Amartya Sen (1999), peraih Nobel Ekonomi, bahkan secara jelas menyatakan mustahil mengatasi kemiskinan tanpa meningkatkan kapabilitas seseorang, dan salah satu pengungkit kapabilitas adalah kesehatan. Poin inilah yang dibaca dengan cermat oleh Obama sehingga menjadi prioritas kebijakannya.

Berikutnya, pada fase kedua kekuasaan, dia dengan cerdik melihat persoalan ekonomi AS yang dikawinkan dengan ideologi partai. Ekonomi AS diterjang patologi ketimpangan pendapatan yang mengerikan (Rasio Gini mencapai 0,49, sedikit lagi menyentuh angka psikologis 0,5/ketimpangan tinggi) dan situasi fiskal yang genting (defisit anggaran yang membengkak). Obama terjepit untuk bisa meningkatkan penerimaan anggaran pada satu sisi, sementara di sisi lain ketimpangan pendapatan mendesak untuk diurus.

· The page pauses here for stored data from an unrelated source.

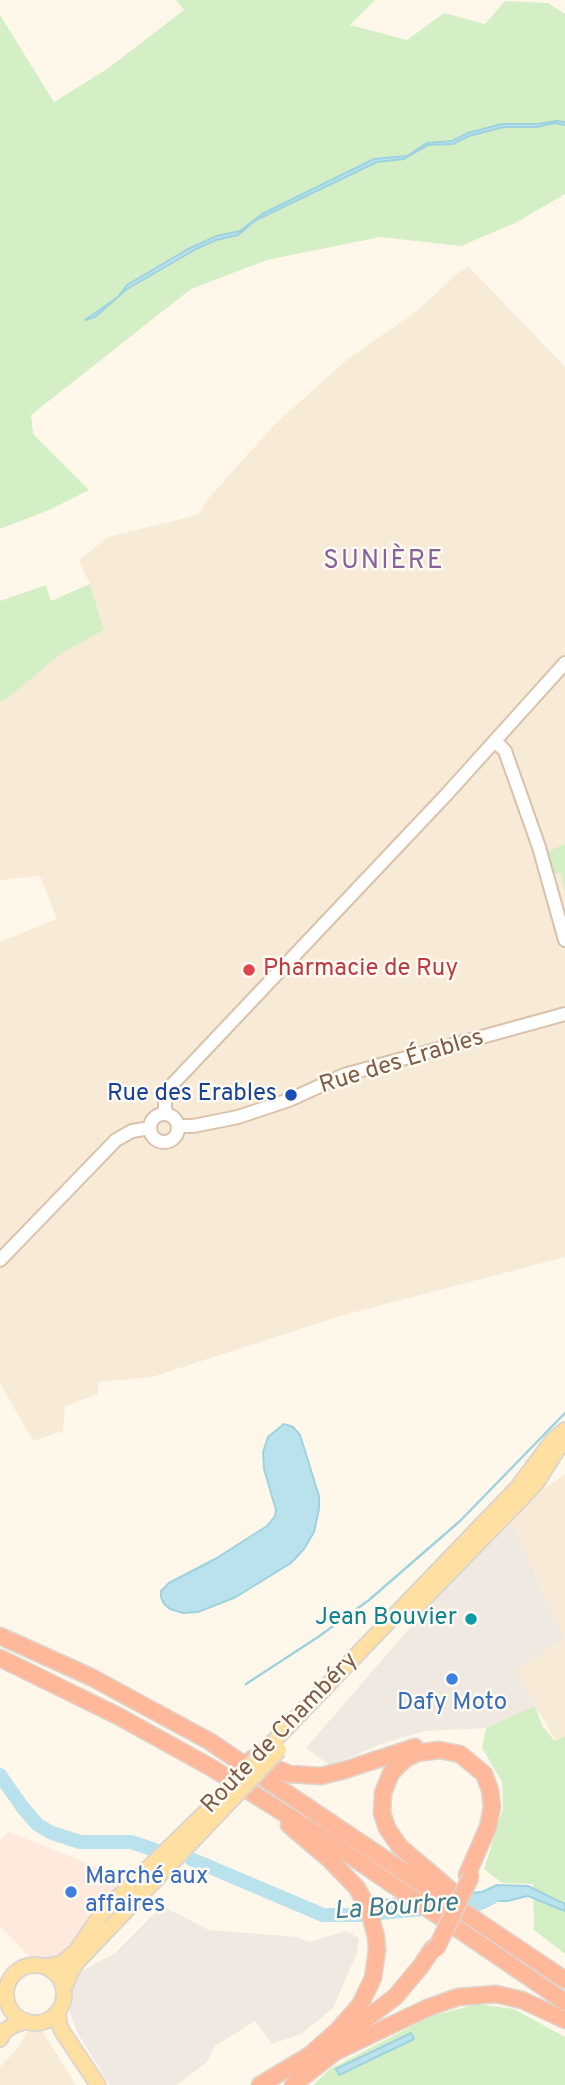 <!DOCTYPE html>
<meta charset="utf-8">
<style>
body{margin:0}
canvas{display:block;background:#fff7e9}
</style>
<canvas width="565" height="2085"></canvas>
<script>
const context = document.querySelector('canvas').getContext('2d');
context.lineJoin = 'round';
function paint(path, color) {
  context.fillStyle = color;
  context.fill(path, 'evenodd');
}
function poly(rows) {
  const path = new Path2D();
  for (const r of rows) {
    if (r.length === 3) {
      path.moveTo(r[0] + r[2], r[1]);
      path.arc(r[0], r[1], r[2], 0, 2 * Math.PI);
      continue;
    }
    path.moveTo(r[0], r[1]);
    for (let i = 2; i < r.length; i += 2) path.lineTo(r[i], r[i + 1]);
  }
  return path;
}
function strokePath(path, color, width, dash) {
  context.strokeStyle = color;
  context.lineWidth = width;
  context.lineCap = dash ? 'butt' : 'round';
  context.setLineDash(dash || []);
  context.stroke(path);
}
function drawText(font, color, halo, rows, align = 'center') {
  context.font = font + ' Overpass,sans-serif';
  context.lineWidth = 5;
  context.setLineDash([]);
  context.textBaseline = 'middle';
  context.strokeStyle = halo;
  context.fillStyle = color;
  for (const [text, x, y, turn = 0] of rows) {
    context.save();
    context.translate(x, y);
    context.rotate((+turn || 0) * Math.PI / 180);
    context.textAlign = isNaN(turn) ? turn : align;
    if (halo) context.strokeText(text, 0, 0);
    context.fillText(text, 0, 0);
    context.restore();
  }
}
paint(poly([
 [468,266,565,367,565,1257,340,1316,152,1377,98,1382,98,1394,65,1406,63,1431,33,1441,0,1383,0,942,57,919,40,876,0,880,0,702,9,697,62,653,104,630,90,584,79,560,108,537,198,515,208,499,276,423,349,358,416,312,458,273],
 [565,1474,565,1736,556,1741,514,1669,564,1640,510,1517,526,1502],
 [41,2029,76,2085,0,2085,0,2067,16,2050,29,2030]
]), '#f7ead6');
paint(poly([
 [9,1832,126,1879,61,1955,34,1961,0,1926,0,1840]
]), '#ffe9dd');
paint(poly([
 [510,1517,564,1640,515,1669,535,1706,486,1728,425,1731,381,1744,331,1766,306,1748,459,1571],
 [162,1906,209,1930,297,1937,309,1942,346,1931,359,1938,357,1953,333,2008,301,2034,272,2044,255,2021,215,2046,207,2062,177,2085,110,2085,78,2034,70,2014,70,1992,75,1975,115,1953]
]), '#f0e9e2');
paint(poly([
 [176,0,375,0,350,25,407,40,444,13,485,24,505,1,548,3,565,14,565,194,515,223,461,246,380,237,267,260,191,289,31,415,33,434,89,490,49,510,0,529,0,15,54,102,107,69,184,10],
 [90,584,104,630,62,653,9,697,0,702,0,601,46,585,51,601],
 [565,844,565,891,561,873,554,873,548,855,551,850],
 [535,1706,543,1727,555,1741,565,1736,565,1954,534,1930,533,1884,502,1883,484,1869,503,1809,502,1782,482,1748,486,1728],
 [477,2004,514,2009,565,2037,565,2085,313,2085,330,2069,429,2017]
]), '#d4efc5');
const water = poly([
 [556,121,565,122,565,125,554,123,537,127,504,127,469,136,453,144,428,145,404,159,377,162,256,220,238,235,216,240,196,249,127,289,95,317,85,320,118,297,127,285,188,249,217,236,240,231,262,214,374,159,407,156,427,143,452,141,468,133,502,124,537,124,556,121],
 [284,1424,293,1427,300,1435,319,1496,319,1509,314,1532,304,1549,291,1563,236,1597,198,1612,183,1613,170,1609,164,1604,161,1597,161,1591,169,1583,215,1559,267,1526,275,1516,276,1510,264,1469,263,1452,268,1437,284,1424],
 [497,1885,528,1886,565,1904,565,1911,528,1896,507,1901,497,1901,484,1908,466,1895,467,1893,482,1892,497,1885],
 [395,1899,416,1913,416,1914,377,1917,370,1901,395,1899],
 [411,2033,414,2039,339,2075,336,2069,411,2033]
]);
paint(water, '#bae2ec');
strokePath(water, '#9fd2df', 2);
strokePath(poly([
 [246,1684,318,1637,369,1600,460,1521,565,1413]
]), '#9fd2df', 2.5);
strokePath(poly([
 [0,1775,23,1808,38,1825,52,1833,80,1842,131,1842,155,1850],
 [191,1859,323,1915,358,1915,478,1904,495,1895]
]), '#bae2ec', 14);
const secondary = poly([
 [495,741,505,751,539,847,565,940],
 [165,1113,165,1097,170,1087,446,795,565,663],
 [164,1128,14],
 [179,1126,193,1126,238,1117,289,1100,344,1075,565,1014],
 [0,1260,116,1140,132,1131,150,1128]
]);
const primary = poly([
 [417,1606,523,1497,537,1482,557,1450,565,1441],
 [271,1744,518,1487,553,1440,565,1430],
 [35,1994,29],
 [47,1966,62,1963,76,1951,102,1913,214,1804],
 [64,1988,71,1971,79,1960,222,1810],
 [58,2011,59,2023,62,2031,98,2085],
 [0,2039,5,2031,12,2026,26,2021]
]);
const highway = poly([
 [0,1636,91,1677,209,1741,565,1980],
 [0,1658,118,1716,212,1768,330,1842,565,2002],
 [252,1759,290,1774,321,1776,345,1770,415,1747],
 [289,1825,329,1859,357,1888,369,1910,376,1937,377,1950,373,1978,360,2005,338,2030,310,2055],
 [453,1892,400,1847,387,1828,382,1813,383,1793,391,1773,405,1759,417,1753,439,1750,460,1754,484,1774,490,1790,492,1807,488,1827,467,1875],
 [338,2040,395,1997,421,1966,433,1948],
 [335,2052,427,2008,458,1997,496,1994,522,2000,565,2020],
 [260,2085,310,2055,319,2052],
 [293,2085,335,2052]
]);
strokePath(secondary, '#d9c2ac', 16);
strokePath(primary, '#ddd5cf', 18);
strokePath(highway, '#ddd5cf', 19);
strokePath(secondary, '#fff', 12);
strokePath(primary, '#ffe0a0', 14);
strokePath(highway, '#ffb99a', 16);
const primaryBridge = poly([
 [214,1804,271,1744],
 [222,1810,279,1750]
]);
const highwayBridge = poly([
 [436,1949,471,1876]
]);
strokePath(primaryBridge, '#ddd5cf', 18, []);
strokePath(highwayBridge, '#ddd5cf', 19, []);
strokePath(primaryBridge, '#ffe0a0', 14);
strokePath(highwayBridge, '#ffb99a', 16);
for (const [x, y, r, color] of [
 [249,970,7,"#e0444e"],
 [291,1095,7,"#1a4fb4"],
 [471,1619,7,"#0f9aa8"],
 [452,1679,7,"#3f7fe0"],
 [71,1892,7,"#3f7fe0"]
]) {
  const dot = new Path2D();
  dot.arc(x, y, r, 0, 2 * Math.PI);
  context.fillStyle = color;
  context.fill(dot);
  strokePath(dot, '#fffaf2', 2.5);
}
drawText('24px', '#be3a42', '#fffaf2', [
 ["Pharmacie de Ruy",263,970]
], 'left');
drawText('24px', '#7e5e48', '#fffaf2', [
 ["Rue des Érables",402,1063,-17],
 ["Route de Chambéry",281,1734,-46]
]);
drawText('24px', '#164399', '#fffaf2', [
 ["Rue des Erables",277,1095]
], 'right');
drawText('24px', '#0d838f', '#fffaf2', [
 ["Jean Bouvier",457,1619]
], 'right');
drawText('24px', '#366cbe', '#fffaf2', [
 ["Dafy Moto",452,1704],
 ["Marché aux",85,1878,"left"],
 ["affaires",85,1906,"left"]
]);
context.letterSpacing = '2px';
drawText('26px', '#89609a', '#fffaf2', [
 ["SUNIÈRE",384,563]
]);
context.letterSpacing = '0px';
drawText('italic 26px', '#3b7b8c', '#fffaf2', [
 ["La Bourbre",396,1909,-4]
]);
</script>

Pajak progresif merupakan pilihan cerdik untuk mengatasi dua kondisi tersebut, yang dengan sigap diambil Obama. Obama bahkan tidak mundur oleh gertakan ekonomi akan makin muram jika pajak dinaikkan. Sebab, dalam sejarah AS, pertumbuhan ekonomi justru kian tinggi saat pajak progresif dijalankan, demikian pula sebaliknya (Krugman, 2012). Sejarah mencatat, Obama untuk kali kedua berhasil mengeksekusi kebijakan heroik tersebut.

Sedekah Jabatan 

Dua kebijakan penting Obama di atas bolehlah diringkas dalam satu term "obamanomics". Yakni upaya mengembalikan proses dan hasil ekonomi kepada seluruh masyarakat dan diabdikan pada nilai moral. Kegiatan ekonomi mengharapkan partisipasi produktif masyarakat yang memerlukan penguatan kapabilitas tiap individu. Instrumen penguatan kapabilitas itu tak lain adalah pendidikan dan kesehatan.

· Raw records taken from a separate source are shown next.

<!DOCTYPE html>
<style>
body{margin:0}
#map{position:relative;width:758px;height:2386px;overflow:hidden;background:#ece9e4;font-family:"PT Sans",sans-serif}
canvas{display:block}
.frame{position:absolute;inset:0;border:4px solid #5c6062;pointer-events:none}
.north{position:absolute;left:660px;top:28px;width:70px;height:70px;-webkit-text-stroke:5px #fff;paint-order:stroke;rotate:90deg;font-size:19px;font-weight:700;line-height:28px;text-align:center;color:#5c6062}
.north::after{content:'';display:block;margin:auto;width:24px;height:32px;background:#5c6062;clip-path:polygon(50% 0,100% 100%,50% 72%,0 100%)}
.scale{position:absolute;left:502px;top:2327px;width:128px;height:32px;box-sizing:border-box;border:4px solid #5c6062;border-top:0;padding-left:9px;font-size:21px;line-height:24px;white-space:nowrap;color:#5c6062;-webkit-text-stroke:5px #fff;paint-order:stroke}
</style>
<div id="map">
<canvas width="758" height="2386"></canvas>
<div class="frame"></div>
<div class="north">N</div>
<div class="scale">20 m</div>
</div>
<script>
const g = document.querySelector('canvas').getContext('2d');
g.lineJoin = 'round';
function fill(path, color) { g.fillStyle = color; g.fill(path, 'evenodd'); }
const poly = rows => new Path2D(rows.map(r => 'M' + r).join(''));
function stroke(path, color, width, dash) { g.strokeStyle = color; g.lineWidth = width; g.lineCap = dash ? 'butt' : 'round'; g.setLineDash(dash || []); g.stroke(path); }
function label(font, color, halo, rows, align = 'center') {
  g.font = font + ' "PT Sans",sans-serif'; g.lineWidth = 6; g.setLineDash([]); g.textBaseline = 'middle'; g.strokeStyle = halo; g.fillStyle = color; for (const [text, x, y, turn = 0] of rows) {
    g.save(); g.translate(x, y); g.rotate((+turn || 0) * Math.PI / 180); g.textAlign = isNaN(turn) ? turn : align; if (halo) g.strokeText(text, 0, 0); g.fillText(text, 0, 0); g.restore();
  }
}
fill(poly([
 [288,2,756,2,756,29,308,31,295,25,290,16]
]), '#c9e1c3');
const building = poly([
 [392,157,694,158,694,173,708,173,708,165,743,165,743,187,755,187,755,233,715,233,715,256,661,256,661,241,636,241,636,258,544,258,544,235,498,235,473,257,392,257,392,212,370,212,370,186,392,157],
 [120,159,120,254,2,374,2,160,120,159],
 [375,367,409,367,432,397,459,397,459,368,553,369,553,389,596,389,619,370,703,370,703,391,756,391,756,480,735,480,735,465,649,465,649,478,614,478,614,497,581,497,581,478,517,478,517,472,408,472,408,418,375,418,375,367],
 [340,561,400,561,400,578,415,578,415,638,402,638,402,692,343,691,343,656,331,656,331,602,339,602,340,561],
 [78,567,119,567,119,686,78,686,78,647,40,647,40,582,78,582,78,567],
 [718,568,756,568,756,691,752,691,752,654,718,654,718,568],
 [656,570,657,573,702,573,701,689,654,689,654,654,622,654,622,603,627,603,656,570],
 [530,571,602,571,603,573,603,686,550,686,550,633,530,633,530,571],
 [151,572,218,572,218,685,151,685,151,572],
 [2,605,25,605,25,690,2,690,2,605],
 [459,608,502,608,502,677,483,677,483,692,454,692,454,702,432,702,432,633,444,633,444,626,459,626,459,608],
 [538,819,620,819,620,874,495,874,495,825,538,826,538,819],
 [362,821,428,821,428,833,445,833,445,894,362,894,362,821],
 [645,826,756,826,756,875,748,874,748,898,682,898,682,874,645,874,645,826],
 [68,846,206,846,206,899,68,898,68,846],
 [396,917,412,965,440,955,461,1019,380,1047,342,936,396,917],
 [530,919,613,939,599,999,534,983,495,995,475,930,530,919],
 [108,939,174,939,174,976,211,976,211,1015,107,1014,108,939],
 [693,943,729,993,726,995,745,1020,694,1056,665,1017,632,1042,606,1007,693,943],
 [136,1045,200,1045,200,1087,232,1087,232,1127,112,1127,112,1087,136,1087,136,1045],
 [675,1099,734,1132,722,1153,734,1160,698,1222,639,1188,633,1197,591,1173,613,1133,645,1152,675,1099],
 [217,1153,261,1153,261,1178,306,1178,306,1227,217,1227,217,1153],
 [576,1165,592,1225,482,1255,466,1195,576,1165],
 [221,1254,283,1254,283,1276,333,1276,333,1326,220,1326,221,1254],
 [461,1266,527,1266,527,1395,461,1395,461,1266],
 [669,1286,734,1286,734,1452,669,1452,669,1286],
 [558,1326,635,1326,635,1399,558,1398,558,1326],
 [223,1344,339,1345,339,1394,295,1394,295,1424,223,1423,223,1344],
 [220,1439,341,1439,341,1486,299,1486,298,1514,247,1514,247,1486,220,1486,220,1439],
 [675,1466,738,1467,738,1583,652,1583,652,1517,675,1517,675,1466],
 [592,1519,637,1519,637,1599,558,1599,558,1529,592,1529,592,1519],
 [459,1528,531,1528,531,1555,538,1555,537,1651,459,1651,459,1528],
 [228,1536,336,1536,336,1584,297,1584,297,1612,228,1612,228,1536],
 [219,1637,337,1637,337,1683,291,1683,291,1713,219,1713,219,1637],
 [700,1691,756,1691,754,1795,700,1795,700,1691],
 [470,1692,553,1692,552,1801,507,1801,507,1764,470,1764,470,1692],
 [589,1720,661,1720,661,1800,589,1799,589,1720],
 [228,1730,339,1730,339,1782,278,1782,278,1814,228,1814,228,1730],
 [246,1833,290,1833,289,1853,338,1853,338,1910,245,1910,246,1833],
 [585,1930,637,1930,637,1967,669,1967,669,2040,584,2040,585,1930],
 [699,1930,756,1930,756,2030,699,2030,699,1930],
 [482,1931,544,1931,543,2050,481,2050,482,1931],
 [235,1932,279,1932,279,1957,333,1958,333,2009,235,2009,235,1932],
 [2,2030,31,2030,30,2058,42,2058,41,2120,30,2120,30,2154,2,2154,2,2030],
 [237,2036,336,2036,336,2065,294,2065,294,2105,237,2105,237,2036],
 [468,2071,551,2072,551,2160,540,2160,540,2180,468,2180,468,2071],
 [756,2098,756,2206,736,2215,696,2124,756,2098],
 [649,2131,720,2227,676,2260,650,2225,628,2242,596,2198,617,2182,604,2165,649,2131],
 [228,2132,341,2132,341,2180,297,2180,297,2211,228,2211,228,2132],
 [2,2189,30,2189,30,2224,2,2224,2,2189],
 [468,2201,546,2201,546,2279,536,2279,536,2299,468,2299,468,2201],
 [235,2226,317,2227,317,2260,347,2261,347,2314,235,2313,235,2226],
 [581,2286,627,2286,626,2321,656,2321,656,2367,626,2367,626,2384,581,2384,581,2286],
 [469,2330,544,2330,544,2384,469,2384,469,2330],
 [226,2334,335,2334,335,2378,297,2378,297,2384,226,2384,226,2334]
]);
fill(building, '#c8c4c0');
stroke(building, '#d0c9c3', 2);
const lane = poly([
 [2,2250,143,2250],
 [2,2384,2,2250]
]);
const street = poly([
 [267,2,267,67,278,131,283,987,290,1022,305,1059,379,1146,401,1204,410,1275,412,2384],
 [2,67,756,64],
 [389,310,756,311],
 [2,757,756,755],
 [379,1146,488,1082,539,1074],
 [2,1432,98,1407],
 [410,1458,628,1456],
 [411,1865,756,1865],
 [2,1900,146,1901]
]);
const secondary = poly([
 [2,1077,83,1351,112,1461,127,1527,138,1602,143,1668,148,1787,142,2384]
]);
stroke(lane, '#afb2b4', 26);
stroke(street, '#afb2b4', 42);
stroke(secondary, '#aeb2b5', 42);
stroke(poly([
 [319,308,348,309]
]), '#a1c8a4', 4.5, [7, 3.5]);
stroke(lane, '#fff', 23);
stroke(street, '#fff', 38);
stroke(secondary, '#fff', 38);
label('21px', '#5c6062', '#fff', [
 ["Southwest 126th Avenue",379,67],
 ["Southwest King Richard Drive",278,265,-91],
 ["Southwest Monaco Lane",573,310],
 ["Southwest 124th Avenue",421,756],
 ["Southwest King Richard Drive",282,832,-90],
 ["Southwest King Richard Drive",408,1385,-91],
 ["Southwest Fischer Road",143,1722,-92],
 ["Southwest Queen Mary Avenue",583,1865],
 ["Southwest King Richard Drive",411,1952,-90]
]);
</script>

Dalam konteks AS pada 2008, isu aksesibilitas kesehatan merupakan hal mendasar yang harus diperbaiki sehingga Obama memprioritaskannya. Sementara itu, hasil pembangunan tidak boleh mengerucut pada segelintir lapisan atas masyarakat (yang ditandai dengan Rasio Gini yang tinggi). Karena itu, pada periode kedua kekuasaannya, Obama mengambil pilihan pajak progresif sebagai dasar bahwa ekonomi tak boleh lepas dari perintah moral.

Kecerdikan memilih kebijakan adalah satu hal, sedangkan kepiawaian meloloskan kebijakan merupakan hal lain yang tak kalah kompleks. Tiap pemimpin, apalagi pada level presiden, harus menjajakan banyak kebijakan untuk ditawarkan dalam bursa politik. Disebut bursa politik karena tiap kebijakan dalam sistem demokrasi menghendaki akomodasi dari sekian banyak institusi, salah satunya lembaga legislatif (parlemen, senat, kongres). Tentu saja syarat yang harus dipenuhi pertama adalah rasionalitas kebijakan dan keyakinan terhadap prospek keberhasilan kebijakan itu setelah diimplementasikan. Proses itulah yang dilakukan Obama dan tim ekonominya untuk memastikan bahwa kenaikan pajak akan menggairahkan kegiatan ekonomi, memperbaiki neraca fiskal, dan mengurangi ketimpangan pendapatan. Para penentangnya disodori konsep dan kalkulasi ekonomi yang solid sehingga sulit untuk menaklukkan gagasan tersebut.

Segenap keteguhan terus diperkuat sampai titik finis. Politisi kelas wahid dikerahkan untuk melobi satu per satu sumber penolakan ide itu, bahkan presiden turun tangan. Rakyat bisa menyaksikan bahwa forum lobi bukanlah panggung untuk memetik keuntungan privat, tapi sebagai arena untuk memperjuangkan kepentingan publik. Hasil perundingan pun merupakan pantulan dari hasrat rakyat yang terlampiaskan. Meski dalam drama ini Obama tidak meraih kemenangan mutlak karena kenaikan pajak hanya berlaku bagi warga yang berpendapatan di atas USD 400 ribu (bukan USD 250 ribu seperti yang diinginkan), tapi setidaknya dia berhasil memenangkan misi suci dalam berpolitik: menyedekahkan jabatan untuk kepentingan publik.

Dulu kita punya banyak pemimpin profetik semacam itu, namun telah silam dalam sejarah!